**DATASET CONTENT**

· · · · ·

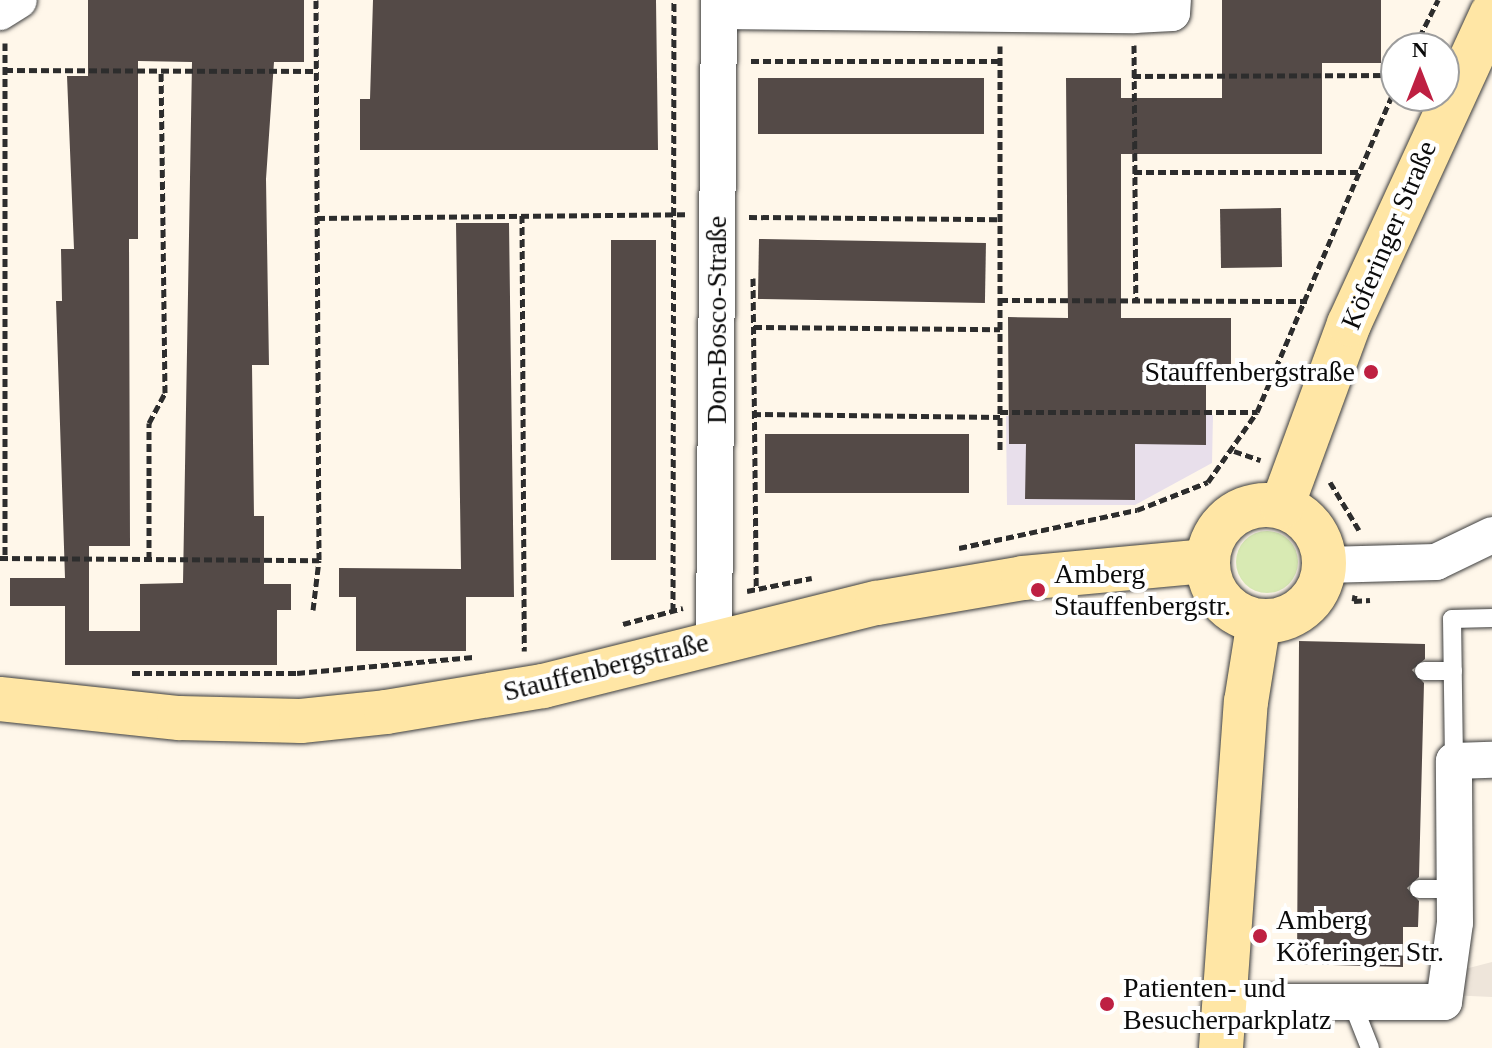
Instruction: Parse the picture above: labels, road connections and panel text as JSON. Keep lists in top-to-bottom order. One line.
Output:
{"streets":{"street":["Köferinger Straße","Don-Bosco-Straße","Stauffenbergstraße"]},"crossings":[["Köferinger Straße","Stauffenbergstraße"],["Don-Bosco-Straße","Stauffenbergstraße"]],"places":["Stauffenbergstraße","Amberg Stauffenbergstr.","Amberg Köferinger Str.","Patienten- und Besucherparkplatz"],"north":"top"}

· · · · ·

Top to bottom, retype the listing exactly but drop every picture.

Instruction: Parse the picture above: labels, road connections and panel text as JSON. Keep lists in top-to-bottom order. One line.
Output:
{"streets":{"street":["Köferinger Straße","Don-Bosco-Straße","Stauffenbergstraße"]},"crossings":[["Köferinger Straße","Stauffenbergstraße"],["Don-Bosco-Straße","Stauffenbergstraße"]],"places":["Stauffenbergstraße","Amberg Stauffenbergstr.","Amberg Köferinger Str.","Patienten- und Besucherparkplatz"],"north":"top"}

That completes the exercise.